Time is running out for hotels, restaurants and other organisations that handle credit card payments to make their IT systems compliant with a new security standard, experts have warned.
In less than three months, the Payment Card Industry (PCI), which represents credit card companies, will bring in the PCI Data Security Standard (DSS) to help safeguard customer data.
But there are fears that many smaller operators, in particular, will not be ready for the 30 June deadline and could face fines. The PCI DSS sets requirements for the monitoring and storage of credit card information to four levels of security, depending on the volume of credit card transactions being handled.
Firms with large numbers of transactions are required to monitor closely all access to stored credit card information, and they can be audited quarterly at a cost of up to £10,000 a time to ensure best practice is adhered to.
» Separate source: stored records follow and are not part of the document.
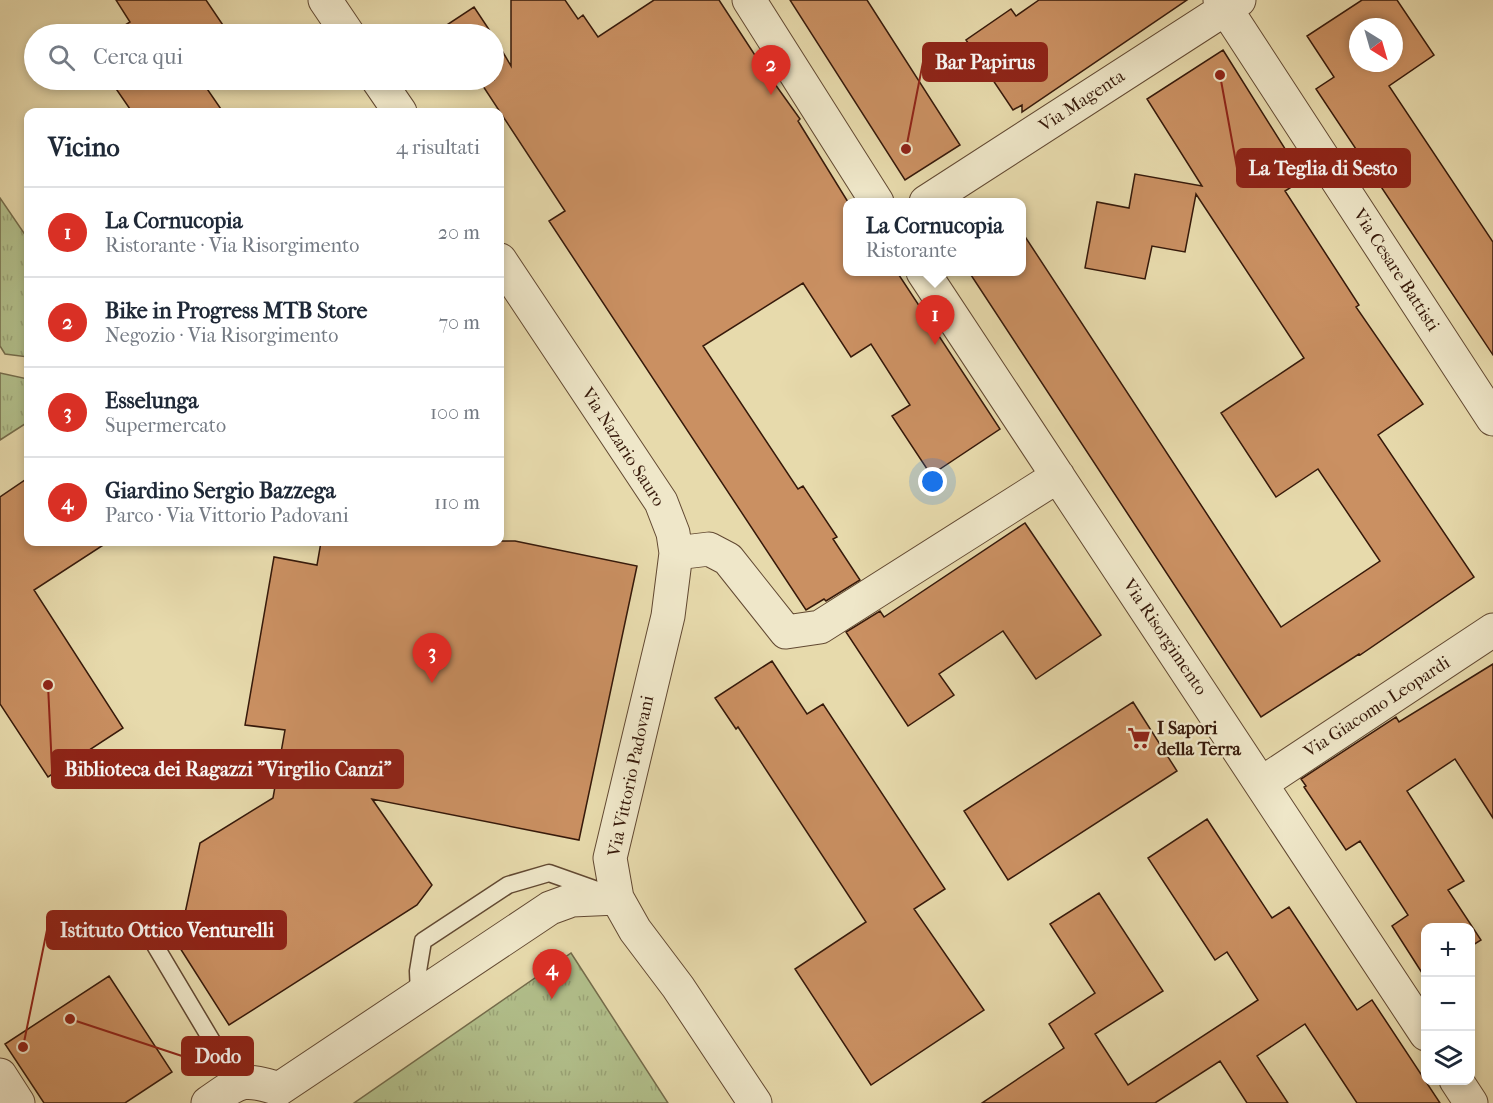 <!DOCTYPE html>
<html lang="it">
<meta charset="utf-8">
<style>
:root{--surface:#fff;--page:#f6f6f7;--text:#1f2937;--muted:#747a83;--line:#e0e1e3;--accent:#d93025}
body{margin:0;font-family:"IM FELL French Canon",serif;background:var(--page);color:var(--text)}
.controls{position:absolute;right:18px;bottom:18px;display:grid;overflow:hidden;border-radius:12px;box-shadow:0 3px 9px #0003}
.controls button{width:54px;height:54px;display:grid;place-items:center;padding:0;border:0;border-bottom:2px solid var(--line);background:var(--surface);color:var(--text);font:30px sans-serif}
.compass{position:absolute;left:1349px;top:18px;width:54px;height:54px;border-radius:50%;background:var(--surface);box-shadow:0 3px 9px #0003;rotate:143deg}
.you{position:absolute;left:933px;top:482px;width:21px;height:21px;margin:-15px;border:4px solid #fff;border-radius:50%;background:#1a73e8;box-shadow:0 0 0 9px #1a73e833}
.badge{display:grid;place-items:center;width:39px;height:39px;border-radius:50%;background:var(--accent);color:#fff;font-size:20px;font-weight:700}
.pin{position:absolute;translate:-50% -50px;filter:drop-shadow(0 2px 3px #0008)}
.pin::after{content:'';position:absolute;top:32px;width:21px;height:18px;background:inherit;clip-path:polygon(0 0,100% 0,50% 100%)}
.popup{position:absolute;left:843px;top:198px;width:183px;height:78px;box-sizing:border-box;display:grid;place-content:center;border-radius:12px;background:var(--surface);filter:drop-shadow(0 2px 4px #0005);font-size:20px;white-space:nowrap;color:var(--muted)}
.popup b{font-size:22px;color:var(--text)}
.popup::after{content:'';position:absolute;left:50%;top:100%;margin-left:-12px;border:12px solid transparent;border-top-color:var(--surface)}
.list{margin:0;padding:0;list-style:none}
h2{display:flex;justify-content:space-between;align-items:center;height:78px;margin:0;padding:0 24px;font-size:26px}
h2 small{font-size:20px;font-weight:400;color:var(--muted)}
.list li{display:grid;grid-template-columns:39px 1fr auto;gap:18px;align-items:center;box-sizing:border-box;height:90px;padding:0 24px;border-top:2px solid var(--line)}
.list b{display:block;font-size:22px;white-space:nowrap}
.list p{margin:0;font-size:20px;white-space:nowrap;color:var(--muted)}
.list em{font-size:20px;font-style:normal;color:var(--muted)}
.icon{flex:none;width:33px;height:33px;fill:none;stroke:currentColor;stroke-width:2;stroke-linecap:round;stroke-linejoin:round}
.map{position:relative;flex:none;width:1493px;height:1103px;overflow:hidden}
.search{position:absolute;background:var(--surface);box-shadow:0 3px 9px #0003;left:24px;top:24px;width:480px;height:66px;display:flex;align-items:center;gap:15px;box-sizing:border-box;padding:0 21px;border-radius:33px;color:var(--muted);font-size:22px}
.panel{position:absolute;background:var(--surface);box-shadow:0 3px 9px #0003;left:24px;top:108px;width:480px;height:438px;border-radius:12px}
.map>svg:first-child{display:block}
.grass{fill:url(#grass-tufts);stroke:#746c4b;stroke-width:1.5}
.building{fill:#ca9062;stroke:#36190a;stroke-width:1.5;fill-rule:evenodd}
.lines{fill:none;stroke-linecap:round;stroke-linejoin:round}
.lane-casing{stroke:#624932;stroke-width:19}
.street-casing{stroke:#624932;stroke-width:35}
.lane{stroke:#efe7c9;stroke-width:16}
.street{stroke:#efe7c9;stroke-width:33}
.labels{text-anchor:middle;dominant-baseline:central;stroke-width:4.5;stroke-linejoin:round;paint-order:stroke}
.street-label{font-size:18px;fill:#36190a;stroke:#efe7c9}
.poi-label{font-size:18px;font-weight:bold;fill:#36190a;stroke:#efe7c9;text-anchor:start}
.leader{fill:none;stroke:#8f2418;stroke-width:2}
.callout-dot{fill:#8f2418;stroke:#efe7c9;stroke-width:2}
.callout{fill:#8f2418;stroke:#8f2418;stroke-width:2}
.callout-label{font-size:20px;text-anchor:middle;font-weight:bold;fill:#fff}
</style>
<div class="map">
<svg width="1493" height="1103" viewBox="0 0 1493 1103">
<defs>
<pattern id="grass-tufts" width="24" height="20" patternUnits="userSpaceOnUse" patternTransform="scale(1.5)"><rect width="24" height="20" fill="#b2c08c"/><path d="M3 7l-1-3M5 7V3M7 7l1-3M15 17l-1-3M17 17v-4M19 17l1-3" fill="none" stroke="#9aa477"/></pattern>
</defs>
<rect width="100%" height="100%" fill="#e7daac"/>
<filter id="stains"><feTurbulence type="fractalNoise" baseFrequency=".00333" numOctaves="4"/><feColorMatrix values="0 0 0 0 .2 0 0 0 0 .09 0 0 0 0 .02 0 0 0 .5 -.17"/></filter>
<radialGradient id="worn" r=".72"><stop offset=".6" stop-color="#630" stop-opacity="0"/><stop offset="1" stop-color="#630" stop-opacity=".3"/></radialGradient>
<path class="grass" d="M0,198L28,239V357L5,354L0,346Z
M0,373L28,379V422L0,440Z
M571,953L668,1103H354Z"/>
<path class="building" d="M116,0H206L229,34H111L130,22Z
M511,0H565L578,19L583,15L598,37L654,0H719L762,66L800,119L798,121L848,202V272H897L1000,429L931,475L892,416L910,405L871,344L851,357L803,283L703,346L798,489L803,486L837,537L833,539L860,580L826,601L824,599L806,610L549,221L565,211L479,80H494V37L511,66Z
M790,0H867L960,145L905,180Z
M1039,0H1187L1022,112V105L1013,110L966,40L1011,9L1016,16Z
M1362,0H1397L1434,55L1389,86L1493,242V355L1316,89L1334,77L1307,36ZM1358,27H1394V63H1358Z
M474,7L492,34H433Z
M1223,50L1304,179L1285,191L1359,305L1356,307L1423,404L1378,435L1474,577L1360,655L1359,654L1261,717L969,272H1022V232L1281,627L1380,561L1318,469L1276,497L1221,413L1304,358L1196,194L1185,252L1152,246L1145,279L1085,268L1097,202L1129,208L1135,174L1202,186L1147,99Z
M110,80H201L223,112H132Z
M28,478V542H108L34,590L123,728L48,777L0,704V497Z
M1025,523L1101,635L1036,679L1003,631L939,674L954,695L908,726L846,632L880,611L884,617Z
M515,541L637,566L579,840L372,799L432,885L417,905L229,1025L180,948L184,918L200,843L273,798L285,730L245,725L274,557L317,565L321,542Z
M772,661L807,714L823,704L945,889L914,909L984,1010L871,1085L795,969L866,922L738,727L736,729L715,698Z
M1493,664V818L1455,759L1407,791L1464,881L1448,890L1481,940L1470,947V927H1425V975L1424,976L1392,926L1408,915L1360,841L1346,850L1304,787L1306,786L1301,779L1396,717L1399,722Z
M1133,702L1177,771L1008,880L964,811Z
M1207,819L1272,918L1289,907L1357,1010L1372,1000L1440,1103H1357L1305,1024L1257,1056L1288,1103H1247L1220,1061L1155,1103H982L1064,1048L1049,1024L1095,993L1050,924L1099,893L1163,991L1095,1034L1128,1085L1258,1000L1227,952L1215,960L1148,858Z
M109,976L172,1072L125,1103H44L5,1044Z"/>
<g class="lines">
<g class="lane-casing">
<path id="lane" d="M153,942L237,1083
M419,994L418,971L423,941L508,885L549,873L597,890"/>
</g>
<g class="street-casing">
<path id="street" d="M325,0L348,34
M749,0L877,202
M1220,0L1493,419
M378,80L400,112
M926,202L1239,0
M500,260L661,502L673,533L676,553L668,616L610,858L617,898L635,930L678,987L755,1103
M923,272L1426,1034
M676,553L709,549L728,559L786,632L820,627L1058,476
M1262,783L1493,630
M0,1075L18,1103
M1456,1080L1471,1103
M208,1103C240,1081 241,1077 279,1089L550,908L572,900L617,898"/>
</g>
<use href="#lane" class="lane"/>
<use href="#street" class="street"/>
</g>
<defs>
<g id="supermarket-bare" transform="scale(1.8)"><path d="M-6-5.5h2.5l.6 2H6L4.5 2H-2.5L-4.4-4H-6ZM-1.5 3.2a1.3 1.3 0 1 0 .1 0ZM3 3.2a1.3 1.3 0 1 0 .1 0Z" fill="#8f2418" stroke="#efe7c9" stroke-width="2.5" paint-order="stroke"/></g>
</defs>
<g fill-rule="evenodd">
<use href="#supermarket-bare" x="1139" y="738"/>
</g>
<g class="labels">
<g class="street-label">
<text transform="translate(1082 101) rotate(-33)">Via Magenta</text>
<text transform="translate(1396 270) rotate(57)">Via Cesare Battisti</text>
<text transform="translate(623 447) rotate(57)">Via Nazario Sauro</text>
<text transform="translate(1165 637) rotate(56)">Via Risorgimento</text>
<text transform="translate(1377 707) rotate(-33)">Via Giacomo Leopardi</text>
<text transform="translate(631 776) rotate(-78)">Via Vittorio Padovani</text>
</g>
<g class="poi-label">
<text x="1157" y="728">I Sapori<tspan x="1157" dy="21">della Terra</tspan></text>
</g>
</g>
<path class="leader" d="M906 149L923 62M1220 75L1237 168M48 685L52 769M23 1047L47 930M70 1019L182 1056"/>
<g class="callout-dot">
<circle cx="906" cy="149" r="6"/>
<circle cx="1220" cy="75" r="6"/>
<circle cx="48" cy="685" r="6"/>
<circle cx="23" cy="1047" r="6"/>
<circle cx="70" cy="1019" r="6"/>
</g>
<g class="callout">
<rect x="923" y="43" width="124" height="38" rx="6"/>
<rect x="1237" y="149" width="173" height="38" rx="6"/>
<rect x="52" y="750" width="351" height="38" rx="6"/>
<rect x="47" y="911" width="239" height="38" rx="6"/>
<rect x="182" y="1037" width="71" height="38" rx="6"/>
</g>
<g class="callout-label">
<text x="985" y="69">Bar Papirus</text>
<text x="1323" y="175">La Teglia di Sesto</text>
<text x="228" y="776">Biblioteca dei Ragazzi "Virgilio Canzi"</text>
<text x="167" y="937">Istituto Ottico Venturelli</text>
<text x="218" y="1063">Dodo</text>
</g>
<rect width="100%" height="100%" filter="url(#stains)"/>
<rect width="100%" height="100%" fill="url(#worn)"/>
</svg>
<div class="controls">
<button>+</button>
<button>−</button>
<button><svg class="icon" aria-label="layers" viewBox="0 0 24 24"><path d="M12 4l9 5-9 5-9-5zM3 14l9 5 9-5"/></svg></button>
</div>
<svg class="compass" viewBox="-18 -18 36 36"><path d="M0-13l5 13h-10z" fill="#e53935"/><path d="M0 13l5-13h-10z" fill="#747a83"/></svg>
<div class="you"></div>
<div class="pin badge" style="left:935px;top:345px">1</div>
<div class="popup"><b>La Cornucopia</b>Ristorante</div>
<div class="pin badge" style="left:771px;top:95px">2</div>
<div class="pin badge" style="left:432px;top:683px">3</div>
<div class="pin badge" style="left:552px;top:999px">4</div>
<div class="search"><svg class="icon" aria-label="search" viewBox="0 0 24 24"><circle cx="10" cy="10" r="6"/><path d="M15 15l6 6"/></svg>Cerca qui</div>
<section class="panel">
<h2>Vicino<small>4 risultati</small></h2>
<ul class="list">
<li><span class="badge">1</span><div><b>La Cornucopia</b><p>Ristorante · Via Risorgimento</p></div><em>20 m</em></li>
<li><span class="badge">2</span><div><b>Bike in Progress MTB Store</b><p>Negozio · Via Risorgimento</p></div><em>70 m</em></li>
<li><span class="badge">3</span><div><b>Esselunga</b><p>Supermercato</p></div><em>100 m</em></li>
<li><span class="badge">4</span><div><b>Giardino Sergio Bazzega</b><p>Parco · Via Vittorio Padovani</p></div><em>110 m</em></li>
</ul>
</section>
</div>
Seana Pitt, chair of the PCI Security Standards Council, said: "Everyone has a role to play in keeping sensitive payment data secure. Companies should look to ensure that sensitive authentication data is not stored in their systems. They should scope their system to know where their data resides, become familiar with the PCI DSS and create action plans to become compliant."
The British Hospitality Association said it was aware of the impending changes and would be urging members to ensure their IT systems were compliant.
Separately, a number of hospitality businesses were believed to have been affected by a technical glitch at credit card giant Visa last Friday which meant payments could not be processed.
Visa said that not all its transactions across Europe were rejected, and that some countries were affected more than others.